I can’t say how I would do it if it were me because I don’t think it’s something you really know about until it happens to you. It’s the same reason why when someone dies, and I want to say something, anything to let them know that I am sad for them and that I wish I could make it better somehow, that I don’t say anything at all. But what I do know is that sometimes it feels as if my insides have all changed into different colors and have twisted into warped shapes and sizes.

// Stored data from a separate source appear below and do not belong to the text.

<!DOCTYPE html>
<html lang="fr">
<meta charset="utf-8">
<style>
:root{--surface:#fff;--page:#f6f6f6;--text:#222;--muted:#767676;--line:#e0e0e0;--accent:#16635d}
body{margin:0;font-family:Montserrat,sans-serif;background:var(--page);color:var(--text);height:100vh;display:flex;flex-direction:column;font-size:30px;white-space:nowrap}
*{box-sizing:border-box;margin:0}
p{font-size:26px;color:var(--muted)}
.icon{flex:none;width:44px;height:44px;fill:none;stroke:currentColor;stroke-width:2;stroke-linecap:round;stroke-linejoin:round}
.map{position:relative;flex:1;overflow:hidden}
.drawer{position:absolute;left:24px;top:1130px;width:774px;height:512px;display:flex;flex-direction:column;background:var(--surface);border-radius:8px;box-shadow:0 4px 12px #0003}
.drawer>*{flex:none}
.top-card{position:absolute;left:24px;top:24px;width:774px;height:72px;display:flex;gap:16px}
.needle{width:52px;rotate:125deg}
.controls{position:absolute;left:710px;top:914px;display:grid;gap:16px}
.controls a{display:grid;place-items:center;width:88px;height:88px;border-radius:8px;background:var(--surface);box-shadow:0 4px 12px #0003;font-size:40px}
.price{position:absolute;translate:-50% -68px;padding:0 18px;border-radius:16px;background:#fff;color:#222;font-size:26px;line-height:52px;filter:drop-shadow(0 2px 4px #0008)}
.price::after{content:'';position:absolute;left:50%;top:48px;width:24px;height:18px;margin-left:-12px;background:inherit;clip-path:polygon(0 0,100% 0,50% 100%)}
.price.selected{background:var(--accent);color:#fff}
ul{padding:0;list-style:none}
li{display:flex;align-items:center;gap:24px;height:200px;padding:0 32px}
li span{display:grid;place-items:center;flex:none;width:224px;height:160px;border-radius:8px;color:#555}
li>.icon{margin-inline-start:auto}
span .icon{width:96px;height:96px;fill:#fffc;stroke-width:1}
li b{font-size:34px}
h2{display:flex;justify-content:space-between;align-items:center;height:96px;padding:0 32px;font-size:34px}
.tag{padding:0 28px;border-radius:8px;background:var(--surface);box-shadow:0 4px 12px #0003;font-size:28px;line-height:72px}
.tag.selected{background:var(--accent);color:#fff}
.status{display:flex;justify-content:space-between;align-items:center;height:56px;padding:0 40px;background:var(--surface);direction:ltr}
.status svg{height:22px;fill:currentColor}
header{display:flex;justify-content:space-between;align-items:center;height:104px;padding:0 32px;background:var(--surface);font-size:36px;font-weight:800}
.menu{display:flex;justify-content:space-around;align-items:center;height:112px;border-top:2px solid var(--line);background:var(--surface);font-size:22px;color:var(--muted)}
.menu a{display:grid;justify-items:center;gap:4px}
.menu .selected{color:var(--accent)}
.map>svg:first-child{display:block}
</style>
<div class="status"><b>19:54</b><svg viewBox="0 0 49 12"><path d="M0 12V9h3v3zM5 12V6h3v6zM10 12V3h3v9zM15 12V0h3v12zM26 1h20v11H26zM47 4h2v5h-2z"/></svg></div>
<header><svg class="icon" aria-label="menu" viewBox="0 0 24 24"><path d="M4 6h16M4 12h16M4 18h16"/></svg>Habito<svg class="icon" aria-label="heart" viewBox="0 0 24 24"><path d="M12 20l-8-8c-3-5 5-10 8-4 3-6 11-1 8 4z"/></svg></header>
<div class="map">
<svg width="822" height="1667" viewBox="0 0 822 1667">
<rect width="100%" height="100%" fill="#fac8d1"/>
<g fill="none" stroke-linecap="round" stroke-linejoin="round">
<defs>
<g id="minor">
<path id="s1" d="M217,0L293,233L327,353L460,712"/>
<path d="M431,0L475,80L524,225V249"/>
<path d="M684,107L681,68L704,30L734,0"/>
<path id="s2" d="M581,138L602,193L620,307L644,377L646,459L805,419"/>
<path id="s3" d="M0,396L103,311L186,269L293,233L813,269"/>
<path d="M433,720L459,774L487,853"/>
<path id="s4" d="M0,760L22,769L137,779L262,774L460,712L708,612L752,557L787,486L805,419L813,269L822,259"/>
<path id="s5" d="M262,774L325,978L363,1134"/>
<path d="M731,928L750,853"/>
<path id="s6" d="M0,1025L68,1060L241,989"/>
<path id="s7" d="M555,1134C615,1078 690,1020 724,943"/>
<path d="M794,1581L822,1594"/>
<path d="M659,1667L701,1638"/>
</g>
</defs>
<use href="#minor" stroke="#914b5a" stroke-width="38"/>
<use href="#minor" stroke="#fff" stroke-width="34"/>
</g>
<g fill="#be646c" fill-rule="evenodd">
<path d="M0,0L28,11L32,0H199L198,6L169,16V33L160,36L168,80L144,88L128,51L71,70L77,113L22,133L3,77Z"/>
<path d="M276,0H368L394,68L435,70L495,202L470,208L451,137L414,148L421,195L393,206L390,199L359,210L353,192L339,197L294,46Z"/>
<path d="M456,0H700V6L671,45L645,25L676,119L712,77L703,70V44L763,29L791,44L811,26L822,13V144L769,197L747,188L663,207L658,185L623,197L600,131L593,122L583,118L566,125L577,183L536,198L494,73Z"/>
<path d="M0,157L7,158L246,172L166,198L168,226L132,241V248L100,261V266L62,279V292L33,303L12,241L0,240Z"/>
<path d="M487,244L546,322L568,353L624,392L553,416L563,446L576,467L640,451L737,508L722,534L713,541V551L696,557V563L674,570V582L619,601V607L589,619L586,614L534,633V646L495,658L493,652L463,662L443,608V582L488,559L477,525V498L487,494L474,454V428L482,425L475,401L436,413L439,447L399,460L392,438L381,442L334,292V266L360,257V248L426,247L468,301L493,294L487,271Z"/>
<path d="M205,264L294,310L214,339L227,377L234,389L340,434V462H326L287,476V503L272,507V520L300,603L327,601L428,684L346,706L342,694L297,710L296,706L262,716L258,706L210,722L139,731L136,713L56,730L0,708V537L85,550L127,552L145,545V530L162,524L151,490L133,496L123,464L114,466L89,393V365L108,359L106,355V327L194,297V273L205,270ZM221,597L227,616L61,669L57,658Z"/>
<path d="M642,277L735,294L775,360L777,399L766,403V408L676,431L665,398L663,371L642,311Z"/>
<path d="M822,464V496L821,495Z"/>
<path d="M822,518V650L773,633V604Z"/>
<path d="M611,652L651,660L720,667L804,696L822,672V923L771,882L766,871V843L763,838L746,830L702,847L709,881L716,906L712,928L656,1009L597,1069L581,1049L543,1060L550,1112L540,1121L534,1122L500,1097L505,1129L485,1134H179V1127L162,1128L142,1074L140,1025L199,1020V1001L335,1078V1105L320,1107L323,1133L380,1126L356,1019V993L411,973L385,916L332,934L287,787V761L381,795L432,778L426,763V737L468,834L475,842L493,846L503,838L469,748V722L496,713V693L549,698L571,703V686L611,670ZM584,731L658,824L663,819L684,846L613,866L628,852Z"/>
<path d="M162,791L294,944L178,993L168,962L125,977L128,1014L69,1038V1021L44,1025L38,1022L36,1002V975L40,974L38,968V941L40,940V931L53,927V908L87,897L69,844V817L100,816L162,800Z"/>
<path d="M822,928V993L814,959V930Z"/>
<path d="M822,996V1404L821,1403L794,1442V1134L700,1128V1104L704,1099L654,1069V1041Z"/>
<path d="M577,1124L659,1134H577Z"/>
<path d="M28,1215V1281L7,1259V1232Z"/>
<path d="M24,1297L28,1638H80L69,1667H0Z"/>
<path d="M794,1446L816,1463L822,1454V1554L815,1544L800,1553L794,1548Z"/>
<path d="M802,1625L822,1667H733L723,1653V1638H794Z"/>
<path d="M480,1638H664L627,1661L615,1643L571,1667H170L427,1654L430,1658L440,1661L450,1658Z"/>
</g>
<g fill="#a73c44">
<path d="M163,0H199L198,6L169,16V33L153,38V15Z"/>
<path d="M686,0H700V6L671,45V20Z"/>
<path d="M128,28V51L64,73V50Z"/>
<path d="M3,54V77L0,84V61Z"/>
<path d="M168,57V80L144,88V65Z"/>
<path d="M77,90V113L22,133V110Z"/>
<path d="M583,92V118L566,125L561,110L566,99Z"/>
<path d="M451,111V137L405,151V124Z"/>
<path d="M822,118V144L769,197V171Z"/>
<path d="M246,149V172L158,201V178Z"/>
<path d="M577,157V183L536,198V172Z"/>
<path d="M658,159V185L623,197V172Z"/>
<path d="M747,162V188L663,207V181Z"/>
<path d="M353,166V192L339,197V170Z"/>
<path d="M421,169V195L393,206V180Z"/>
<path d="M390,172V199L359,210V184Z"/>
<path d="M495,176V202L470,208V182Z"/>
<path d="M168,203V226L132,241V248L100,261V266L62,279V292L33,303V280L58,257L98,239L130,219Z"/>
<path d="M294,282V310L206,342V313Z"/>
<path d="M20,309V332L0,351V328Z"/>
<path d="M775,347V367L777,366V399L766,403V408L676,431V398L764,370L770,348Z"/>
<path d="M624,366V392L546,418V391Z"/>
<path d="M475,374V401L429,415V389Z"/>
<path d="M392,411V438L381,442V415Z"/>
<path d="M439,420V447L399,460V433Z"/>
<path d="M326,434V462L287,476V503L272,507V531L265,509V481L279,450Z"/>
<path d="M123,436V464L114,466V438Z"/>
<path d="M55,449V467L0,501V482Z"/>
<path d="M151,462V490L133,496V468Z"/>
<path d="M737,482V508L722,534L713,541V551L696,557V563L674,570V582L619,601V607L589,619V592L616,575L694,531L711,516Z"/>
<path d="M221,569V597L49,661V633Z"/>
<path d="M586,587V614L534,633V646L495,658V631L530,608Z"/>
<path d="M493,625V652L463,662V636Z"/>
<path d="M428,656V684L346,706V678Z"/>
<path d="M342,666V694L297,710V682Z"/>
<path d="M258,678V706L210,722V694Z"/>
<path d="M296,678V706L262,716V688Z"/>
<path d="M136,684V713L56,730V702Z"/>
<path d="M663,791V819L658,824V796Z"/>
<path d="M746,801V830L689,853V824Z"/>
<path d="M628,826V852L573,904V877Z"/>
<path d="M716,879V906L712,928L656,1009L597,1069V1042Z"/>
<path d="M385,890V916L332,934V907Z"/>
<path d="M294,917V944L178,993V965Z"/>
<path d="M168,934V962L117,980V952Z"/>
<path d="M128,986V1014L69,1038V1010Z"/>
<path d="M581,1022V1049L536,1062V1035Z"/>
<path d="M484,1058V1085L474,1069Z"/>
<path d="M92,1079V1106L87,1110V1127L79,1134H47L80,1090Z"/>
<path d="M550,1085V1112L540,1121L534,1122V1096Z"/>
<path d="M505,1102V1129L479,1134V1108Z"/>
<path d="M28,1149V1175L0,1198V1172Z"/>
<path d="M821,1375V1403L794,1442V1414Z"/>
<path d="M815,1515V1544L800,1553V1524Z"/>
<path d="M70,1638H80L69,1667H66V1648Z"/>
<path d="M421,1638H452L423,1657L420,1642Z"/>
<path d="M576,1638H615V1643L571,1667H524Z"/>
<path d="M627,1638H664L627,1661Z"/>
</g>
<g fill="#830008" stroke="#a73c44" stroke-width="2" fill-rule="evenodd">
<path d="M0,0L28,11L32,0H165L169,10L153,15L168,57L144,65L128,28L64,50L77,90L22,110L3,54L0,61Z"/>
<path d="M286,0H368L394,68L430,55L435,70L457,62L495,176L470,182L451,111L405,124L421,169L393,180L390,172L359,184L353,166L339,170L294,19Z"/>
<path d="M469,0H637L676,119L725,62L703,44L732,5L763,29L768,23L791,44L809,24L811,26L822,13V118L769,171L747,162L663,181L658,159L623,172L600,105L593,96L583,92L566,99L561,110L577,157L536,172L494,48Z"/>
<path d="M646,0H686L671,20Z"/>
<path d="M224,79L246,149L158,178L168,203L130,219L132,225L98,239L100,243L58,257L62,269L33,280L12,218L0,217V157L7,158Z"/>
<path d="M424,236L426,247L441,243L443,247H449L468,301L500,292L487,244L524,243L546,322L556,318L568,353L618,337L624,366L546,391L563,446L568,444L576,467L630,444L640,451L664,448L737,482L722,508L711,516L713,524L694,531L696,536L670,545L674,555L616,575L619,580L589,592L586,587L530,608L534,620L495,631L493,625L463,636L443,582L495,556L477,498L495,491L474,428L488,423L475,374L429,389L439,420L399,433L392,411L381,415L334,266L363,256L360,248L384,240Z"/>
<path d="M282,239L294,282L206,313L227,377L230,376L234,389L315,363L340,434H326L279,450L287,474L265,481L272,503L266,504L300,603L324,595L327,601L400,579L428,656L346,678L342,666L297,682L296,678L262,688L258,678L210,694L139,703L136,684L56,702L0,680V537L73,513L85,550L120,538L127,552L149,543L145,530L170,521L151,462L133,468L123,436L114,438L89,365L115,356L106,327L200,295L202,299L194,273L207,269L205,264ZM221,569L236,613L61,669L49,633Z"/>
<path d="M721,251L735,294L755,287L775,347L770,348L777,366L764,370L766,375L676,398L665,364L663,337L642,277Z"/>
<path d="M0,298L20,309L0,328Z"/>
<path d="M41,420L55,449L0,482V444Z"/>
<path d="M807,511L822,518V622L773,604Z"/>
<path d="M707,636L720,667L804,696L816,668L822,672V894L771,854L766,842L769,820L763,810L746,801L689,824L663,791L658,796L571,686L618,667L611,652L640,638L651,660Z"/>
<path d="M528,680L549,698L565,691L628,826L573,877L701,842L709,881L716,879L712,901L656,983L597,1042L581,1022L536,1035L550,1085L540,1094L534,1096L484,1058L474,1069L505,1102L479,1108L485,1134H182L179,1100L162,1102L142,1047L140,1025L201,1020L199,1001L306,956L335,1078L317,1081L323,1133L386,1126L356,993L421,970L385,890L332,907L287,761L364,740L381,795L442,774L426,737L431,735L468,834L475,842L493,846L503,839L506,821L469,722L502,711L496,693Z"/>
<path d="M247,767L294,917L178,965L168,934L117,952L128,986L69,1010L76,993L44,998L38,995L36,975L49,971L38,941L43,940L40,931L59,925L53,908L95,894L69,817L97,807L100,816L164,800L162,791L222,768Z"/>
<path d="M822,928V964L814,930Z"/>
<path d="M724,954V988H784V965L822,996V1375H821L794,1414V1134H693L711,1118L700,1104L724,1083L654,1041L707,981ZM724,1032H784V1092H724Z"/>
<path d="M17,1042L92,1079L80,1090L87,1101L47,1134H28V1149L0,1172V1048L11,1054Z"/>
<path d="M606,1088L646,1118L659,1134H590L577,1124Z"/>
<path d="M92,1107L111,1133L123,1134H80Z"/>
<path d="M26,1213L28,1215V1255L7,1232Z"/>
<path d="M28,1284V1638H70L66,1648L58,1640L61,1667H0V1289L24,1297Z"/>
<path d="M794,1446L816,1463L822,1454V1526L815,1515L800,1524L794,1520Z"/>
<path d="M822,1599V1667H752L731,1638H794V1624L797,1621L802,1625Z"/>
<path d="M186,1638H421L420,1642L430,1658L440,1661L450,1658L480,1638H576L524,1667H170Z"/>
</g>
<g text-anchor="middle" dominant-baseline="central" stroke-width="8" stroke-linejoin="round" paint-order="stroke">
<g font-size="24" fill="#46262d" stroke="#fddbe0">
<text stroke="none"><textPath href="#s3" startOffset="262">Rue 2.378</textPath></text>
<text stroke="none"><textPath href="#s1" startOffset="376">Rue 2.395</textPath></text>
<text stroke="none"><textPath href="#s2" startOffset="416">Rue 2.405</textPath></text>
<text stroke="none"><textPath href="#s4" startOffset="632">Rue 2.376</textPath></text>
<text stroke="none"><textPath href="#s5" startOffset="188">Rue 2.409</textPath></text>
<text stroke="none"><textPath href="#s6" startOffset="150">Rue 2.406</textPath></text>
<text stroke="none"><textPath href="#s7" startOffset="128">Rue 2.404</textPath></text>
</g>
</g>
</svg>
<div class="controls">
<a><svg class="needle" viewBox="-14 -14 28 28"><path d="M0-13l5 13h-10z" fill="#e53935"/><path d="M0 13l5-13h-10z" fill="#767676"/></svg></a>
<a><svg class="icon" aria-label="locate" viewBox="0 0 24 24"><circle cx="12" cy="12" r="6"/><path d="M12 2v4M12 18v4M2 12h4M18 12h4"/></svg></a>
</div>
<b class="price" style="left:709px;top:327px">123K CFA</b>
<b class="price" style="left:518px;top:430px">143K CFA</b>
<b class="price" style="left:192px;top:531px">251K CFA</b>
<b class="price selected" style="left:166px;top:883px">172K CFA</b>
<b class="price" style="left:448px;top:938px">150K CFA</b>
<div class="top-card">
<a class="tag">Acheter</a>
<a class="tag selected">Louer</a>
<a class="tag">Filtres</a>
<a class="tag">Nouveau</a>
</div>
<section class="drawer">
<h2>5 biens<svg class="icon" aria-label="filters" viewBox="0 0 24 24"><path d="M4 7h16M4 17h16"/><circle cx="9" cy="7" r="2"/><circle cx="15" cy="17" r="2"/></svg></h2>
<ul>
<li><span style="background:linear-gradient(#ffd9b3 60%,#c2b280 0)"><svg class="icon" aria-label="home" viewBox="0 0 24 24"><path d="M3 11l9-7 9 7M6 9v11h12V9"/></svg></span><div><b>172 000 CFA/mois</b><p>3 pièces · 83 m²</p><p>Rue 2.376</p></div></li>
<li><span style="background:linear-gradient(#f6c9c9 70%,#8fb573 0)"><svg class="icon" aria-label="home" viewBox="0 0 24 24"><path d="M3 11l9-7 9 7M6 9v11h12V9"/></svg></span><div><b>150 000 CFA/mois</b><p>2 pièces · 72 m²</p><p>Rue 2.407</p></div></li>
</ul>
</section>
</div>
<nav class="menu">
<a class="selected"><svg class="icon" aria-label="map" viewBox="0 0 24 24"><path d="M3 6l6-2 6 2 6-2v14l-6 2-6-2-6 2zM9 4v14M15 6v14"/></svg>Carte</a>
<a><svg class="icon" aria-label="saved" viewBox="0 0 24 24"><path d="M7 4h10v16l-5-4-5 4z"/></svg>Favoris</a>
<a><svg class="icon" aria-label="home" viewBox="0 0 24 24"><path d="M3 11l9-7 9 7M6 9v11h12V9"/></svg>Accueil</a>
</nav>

There was a time in my life when I imagined my insides to be all glistening pink and vibrant reds, but I have spent enough time in hospitals now to know that the fluids coating our guts and intestines and pumping around in our bodies come in a much wider myriad of colors. So now, when I don’t feel well, when I feel overwhelmed, when I feel like crawling into a small warm, gurgling cave, I picture my insides. My stomach is a dark misshapen burgundy brown, my kidneys forest green and sadly shriveled… And somehow, imagining all these things floating around inside me provides some kind of order, provides a reason for why I feel so off kilter, and somehow this makes me feel a little bit better.
well those kinds of things happen to all of us sometimes.. don't feel alone..
You write in pictures and colours – and give me ideas about how to deal with my insides 🙂 I have never pictured my troubled organs as being full of a myriad colours, but I think I'm going to try it now…
Great post, but I hope you're okay. You write so beautifully, in any case. 🙂
Thanks! I am doing much better today, actually. Nothing a good night's sleep can't help.
I've never thought to consider the "color of my insides." I usually just get so busy that when I do take a second, whatever shade it is hits me and is too overwhelming. I will now think in colors often. And hopefully my face won't get so red.
Chin up, feel better!
I'm glad you're feeling better Sobrina. I've come to finally try to catch up on your life! I miss your perspective being a part of my life!
I like your visulizations. I've always thought in that way too. Hope you're feeling much better now!! You worried me!